Re: Remove whitespace between lines
by sundialsvc4 (Abbot) on Feb 03, 2015 at 17:31 UTC

    My immediate thought is, “just use grep on the command line.”   You don’t need to write a custom program at all, if you don’t want to.   The regular-expression should identify the lines that you want to keep.

    An “awk one-liner” is also useful in cases like these.   Again, no programming per se.

    Within a program, there are many ways to do it ... some you’ve seen will “slurp” the entire file into memory, then manipulate it as a gigantic text-string.   However, I prefer to process line-at-a-time text files a line-at-a-time.

      Hmm, sorry, but your answer is off-topic. The OP is writing a Perl script for achieving a given result, and your answer is: "Don't do it! Use grep!" But the code presented by the OP is not just trying to grep one file. It is looking for files in a directory, modifying these files and writing output in other files in another directory. It seems a bit difficult to do all this with a simple grep or even a awk one-liner. Of course, you could wrap the grep or the awk one-liner in a bash or sh or ksh script, but then the "no programming argument" is gone, you might as well do it in Perl, and it is likely to be more efficient in Perl.
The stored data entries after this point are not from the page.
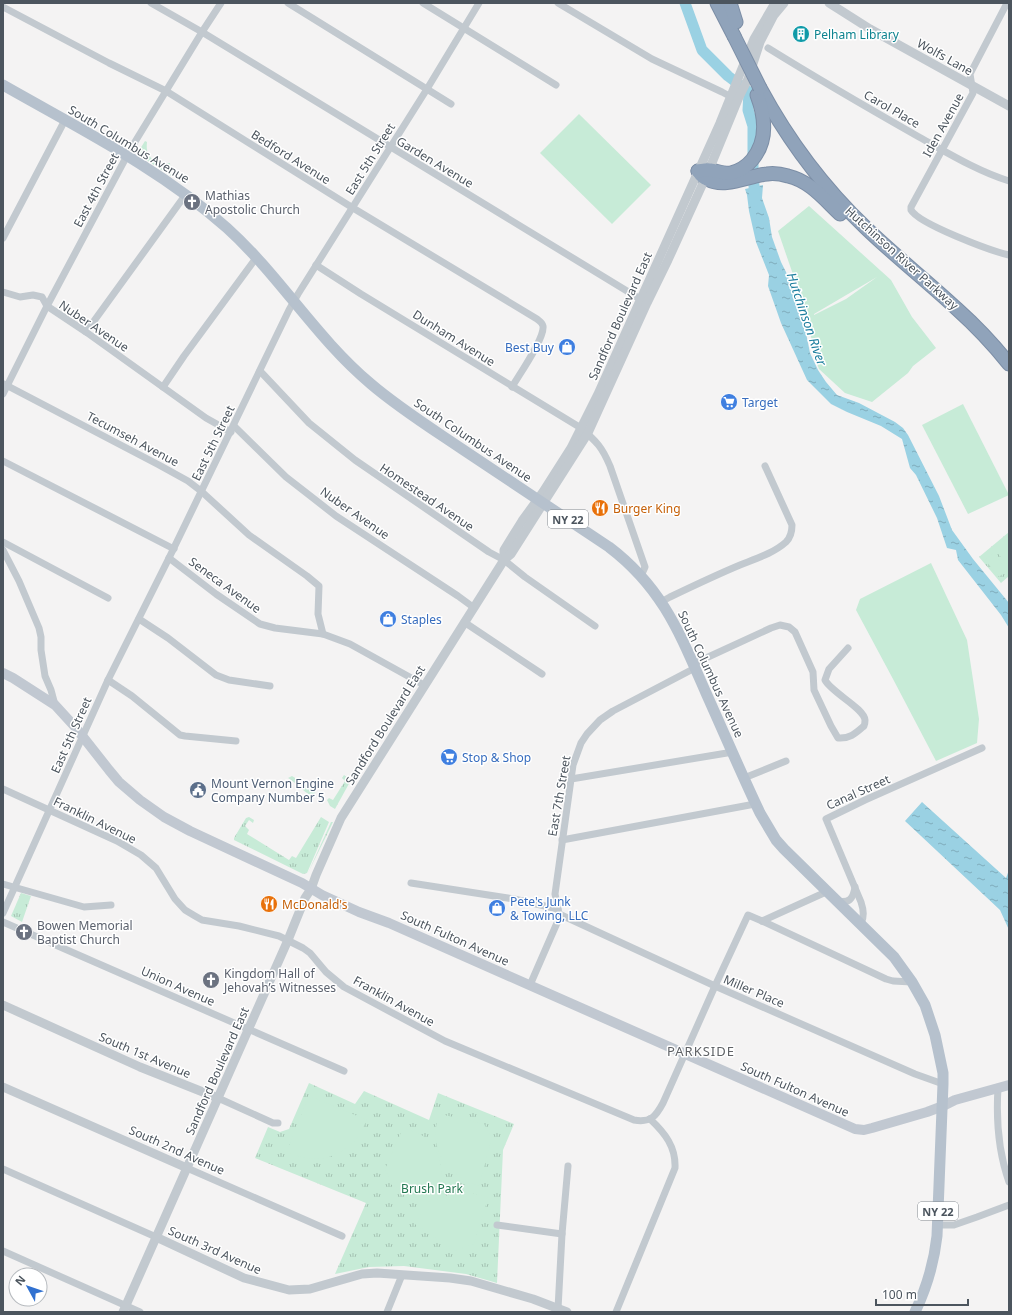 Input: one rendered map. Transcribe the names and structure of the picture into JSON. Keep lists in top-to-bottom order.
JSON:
{
  "streets": {
    "highway": ["Hutchinson River Parkway"],
    "main road": ["South Columbus Avenue", "NY 22", "South Fulton Avenue"],
    "street": [
      "Wolfs Lane",
      "Carol Place",
      "Iden Avenue",
      "Bedford Avenue",
      "East 5th Street",
      "Garden Avenue",
      "East 4th Street",
      "Sandford Boulevard East",
      "Nuber Avenue",
      "Dunham Avenue",
      "Tecumseh Avenue",
      "Homestead Avenue",
      "Seneca Avenue",
      "Canal Street",
      "East 7th Street",
      "Franklin Avenue",
      "Union Avenue",
      "Miller Place",
      "South 1st Avenue",
      "South 2nd Avenue",
      "South 3rd Avenue"
    ]
  },
  "crossings": [
    ["Wolfs Lane", "Iden Avenue"],
    ["Carol Place", "Iden Avenue"],
    ["South Columbus Avenue", "East 5th Street"],
    ["South Columbus Avenue", "East 4th Street"],
    ["South Columbus Avenue", "Sandford Boulevard East"],
    ["South Columbus Avenue", "Dunham Avenue"],
    ["South Columbus Avenue", "Canal Street"],
    ["South Columbus Avenue", "East 7th Street"],
    ["South Columbus Avenue", "South Fulton Avenue"],
    ["South Columbus Avenue", "Miller Place"],
    ["Bedford Avenue", "East 5th Street"],
    ["Bedford Avenue", "East 4th Street"],
    ["Bedford Avenue", "Dunham Avenue"],
    ["East 5th Street", "Garden Avenue"],
    ["East 5th Street", "Nuber Avenue"],
    ["East 5th Street", "Dunham Avenue"],
    ["East 5th Street", "Tecumseh Avenue"],
    ["East 5th Street", "Homestead Avenue"],
    ["East 5th Street", "Seneca Avenue"],
    ["East 5th Street", "Franklin Avenue"],
    ["East 5th Street", "South Fulton Avenue"],
    ["Garden Avenue", "East 4th Street"],
    ["Garden Avenue", "Sandford Boulevard East"],
    ["East 4th Street", "Nuber Avenue"],
    ["East 4th Street", "Tecumseh Avenue"],
    ["Hutchinson River Parkway", "Sandford Boulevard East"],
    ["Sandford Boulevard East", "Nuber Avenue"],
    ["Sandford Boulevard East", "Dunham Avenue"],
    ["Sandford Boulevard East", "Homestead Avenue"],
    ["Sandford Boulevard East", "Seneca Avenue"],
    ["Sandford Boulevard East", "Franklin Avenue"],
    ["Sandford Boulevard East", "South Fulton Avenue"],
    ["Sandford Boulevard East", "Union Avenue"],
    ["Sandford Boulevard East", "South 1st Avenue"],
    ["Sandford Boulevard East", "South 2nd Avenue"],
    ["Sandford Boulevard East", "South 3rd Avenue"],
    ["Tecumseh Avenue", "Seneca Avenue"],
    ["East 7th Street", "South Fulton Avenue"],
    ["East 7th Street", "Miller Place"]
  ],
  "districts": ["PARKSIDE"],
  "water": ["Hutchinson River"],
  "parks": ["Brush Park"],
  "places": {
    "building": ["Pelham Library"],
    "church": ["Mathias Apostolic Church", "Bowen Memorial Baptist Church", "Kingdom Hall of Jehovah’s Witnesses"],
    "shop": ["Best Buy", "Staples", "Pete's Junk & Towing, LLC"],
    "supermarket": ["Target", "Stop & Shop"],
    "restaurant": ["Burger King", "McDonald's"],
    "public building": ["Mount Vernon Engine Company Number 5"]
  },
  "scale_bar": "100 m",
  "north": "top left"
}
      But there is an even more important factor: a Perl script, if well designed, is portable across different platforms. Even though the script shown by the OP has an (admittedly strange) "#! /usr/bin/perl -w" shebang line, the rest of the script seems to strongly indicate the OP is running her or his script under MS Windows, probably with Strawberry Perl. I pray you: how are you going to run a grep or a awk one-liner script under Windows (unless you are using Cygwin, but the OP does not seem to be doing that)? (Well, awk may probably have been ported under Windows, I do not know, but by far most Windows users don't have it.)

      Je suis Charlie.

        FYI, FWIW, several versions of awk have been ported to MS Windows. Until a few years ago, I used a version that was packaged along with make and a few other Unix tools as part of code generation application we use with many of our projects. We used the make and the awk from that package in our build scripts because everyone in the SW department had the package installed. Now we use Perl instead of awk (but still use make).